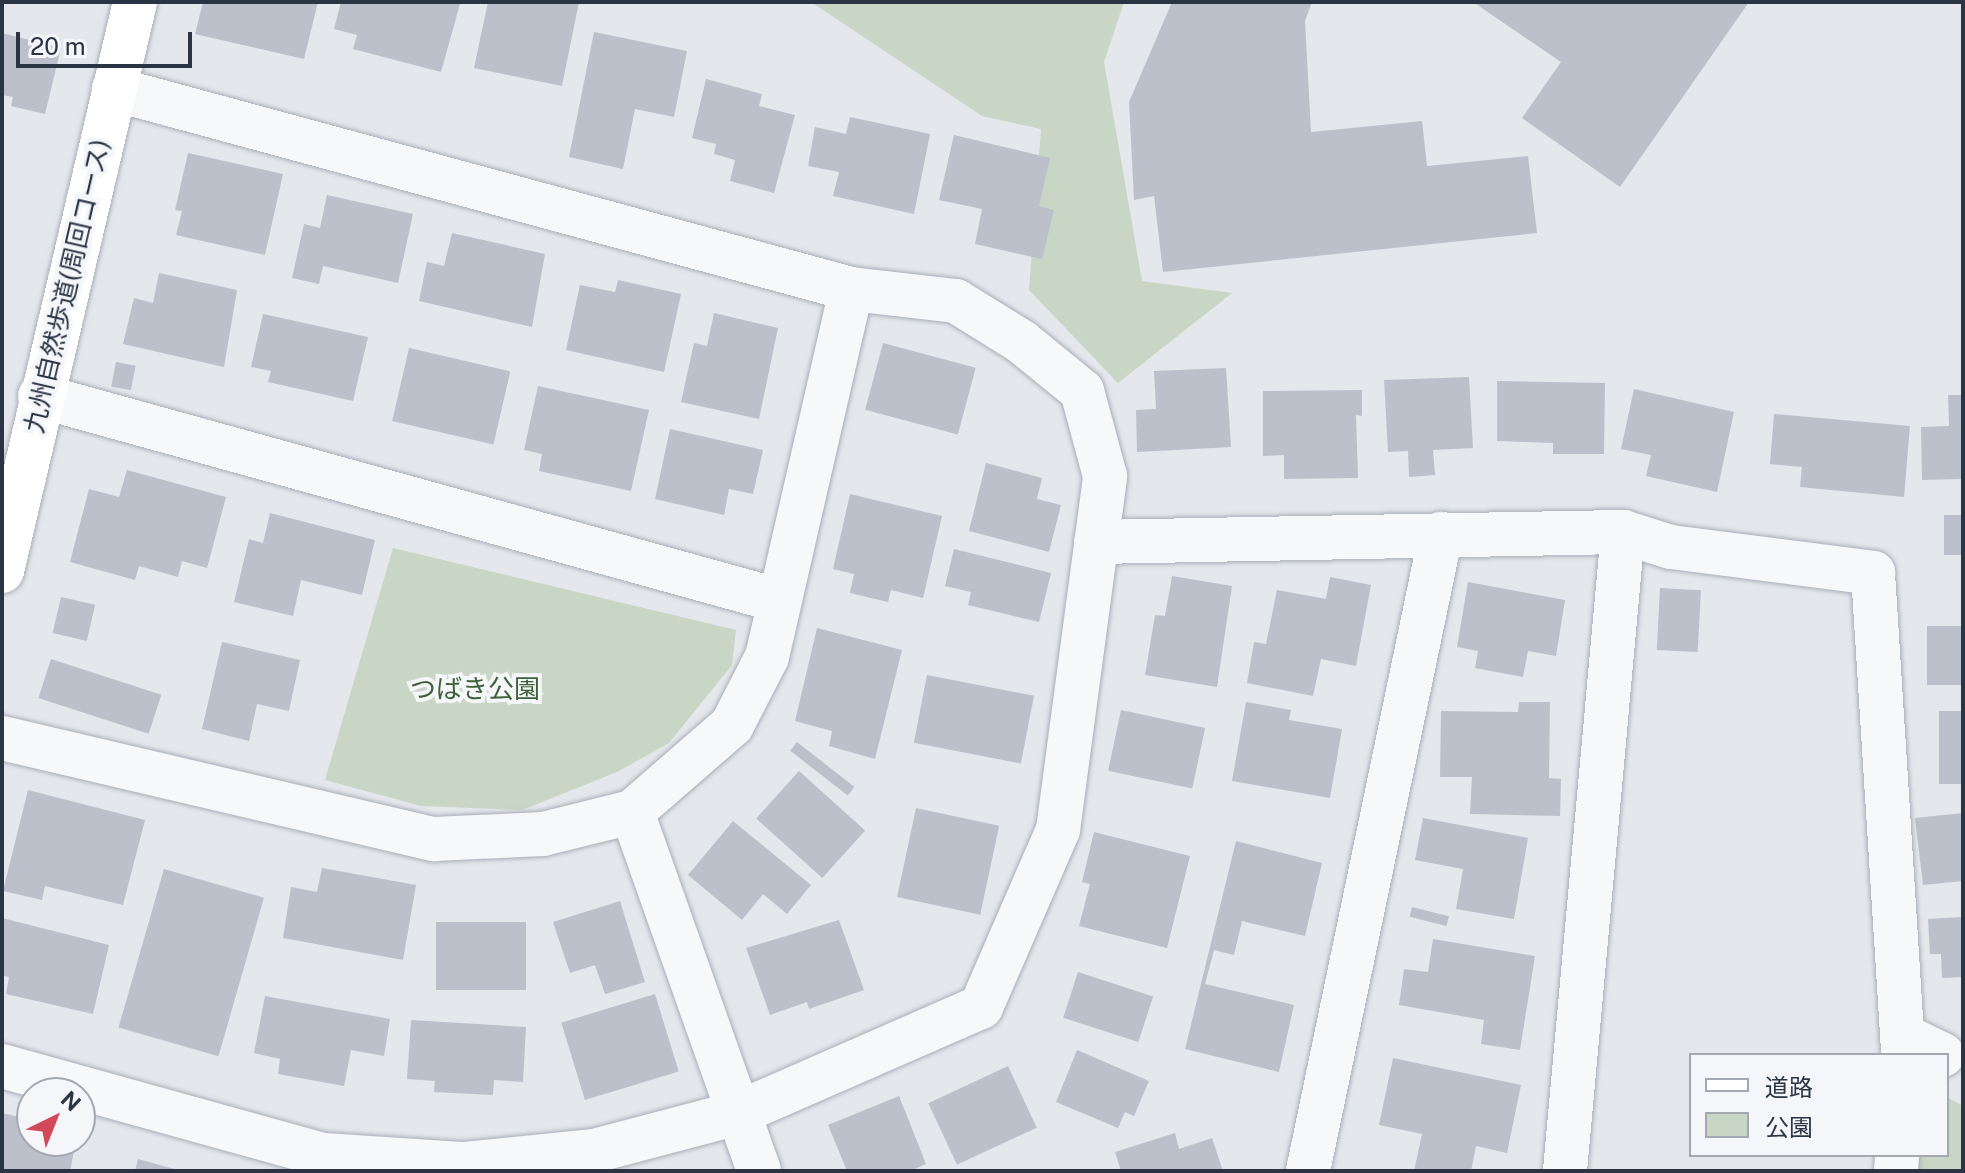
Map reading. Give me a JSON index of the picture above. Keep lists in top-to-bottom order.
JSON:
{
  "streets": {
    "street": ["九州自然歩道(周回コース)"]
  },
  "parks": ["つばき公園"],
  "legend": ["道路", "公園"],
  "scale_bar": "20 m",
  "north": "top right"
}
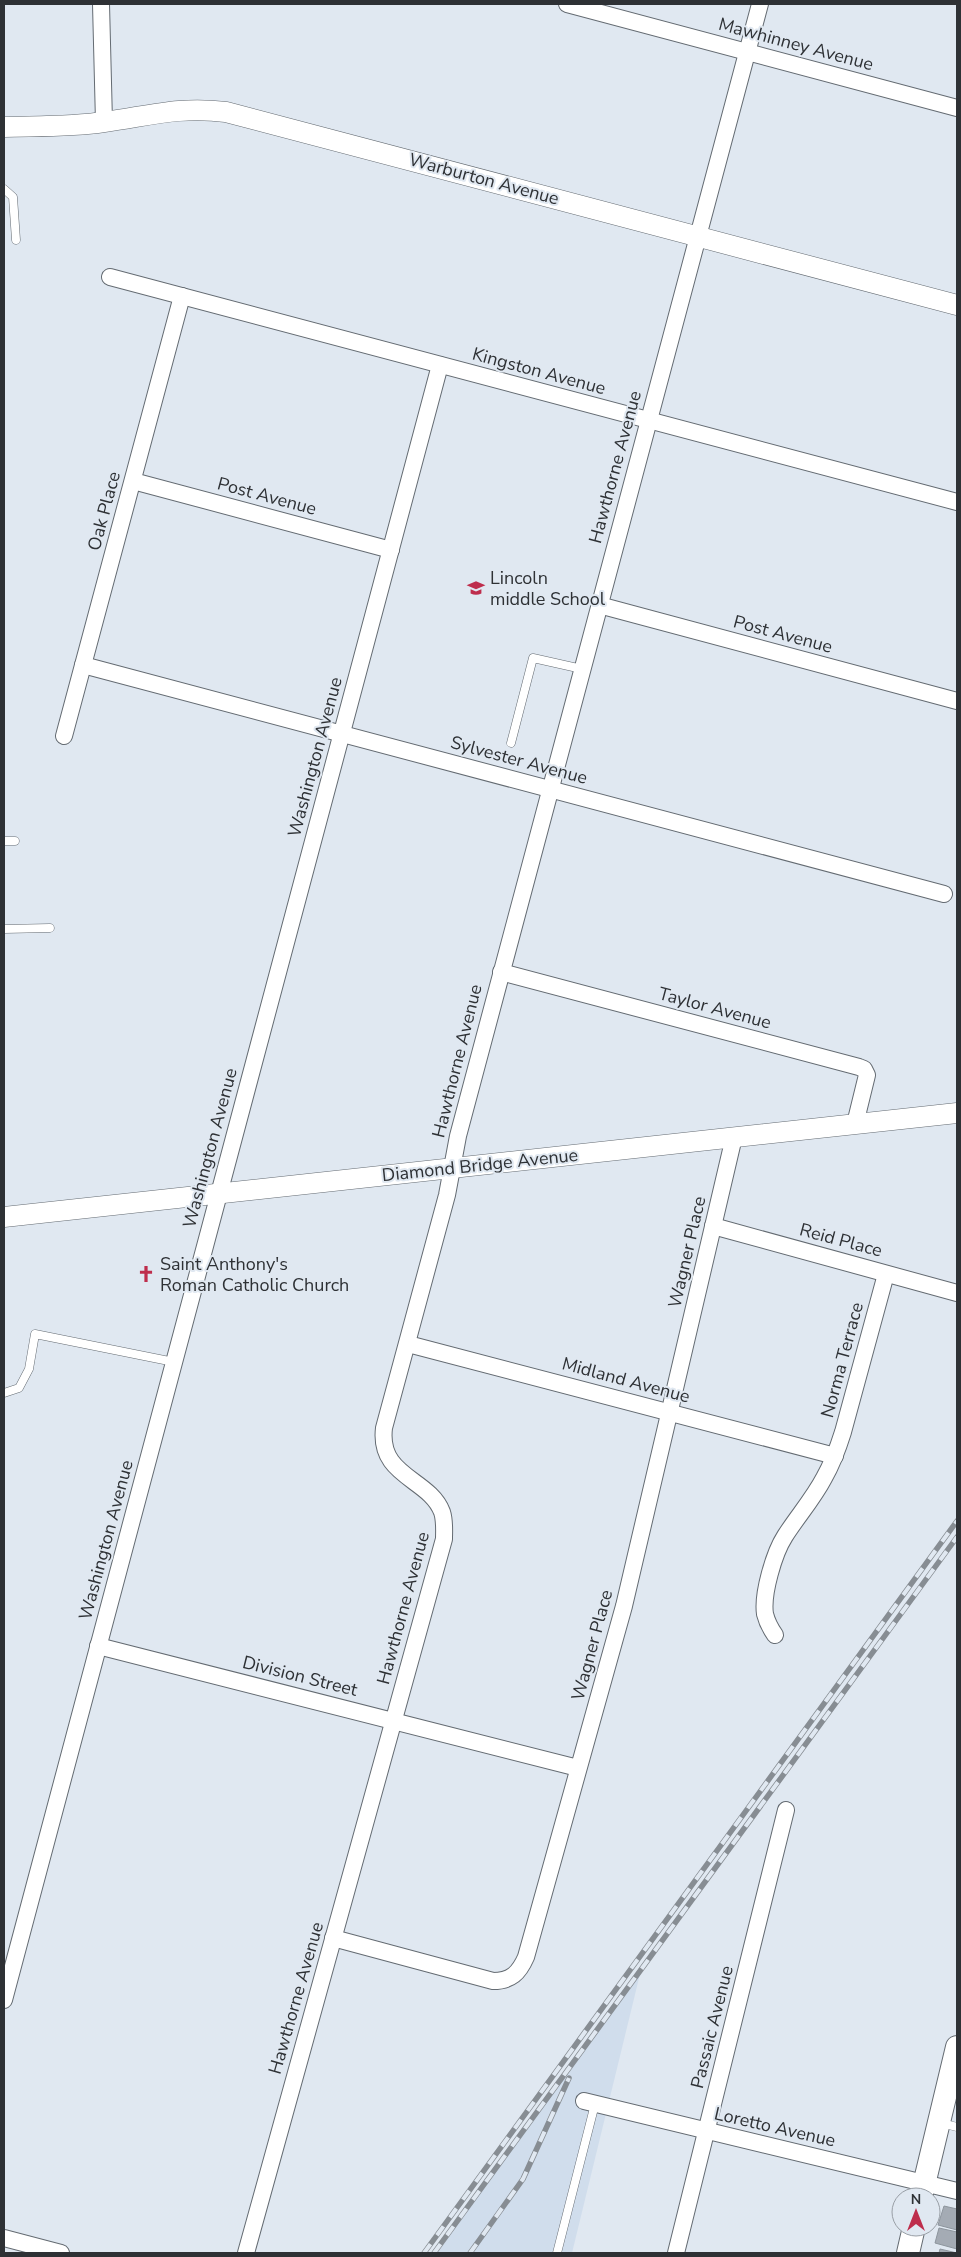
+ + +
- THE PROBLEM: Reproduce the listing exactly. Do not include its images.

- RESPONSE AREA:
Map reading. Give me a JSON index of the picture above. Keep lists in top-to-bottom order.
JSON:
{
  "streets": {
    "street": ["九州自然歩道(周回コース)"]
  },
  "parks": ["つばき公園"],
  "legend": ["道路", "公園"],
  "scale_bar": "20 m",
  "north": "top right"
}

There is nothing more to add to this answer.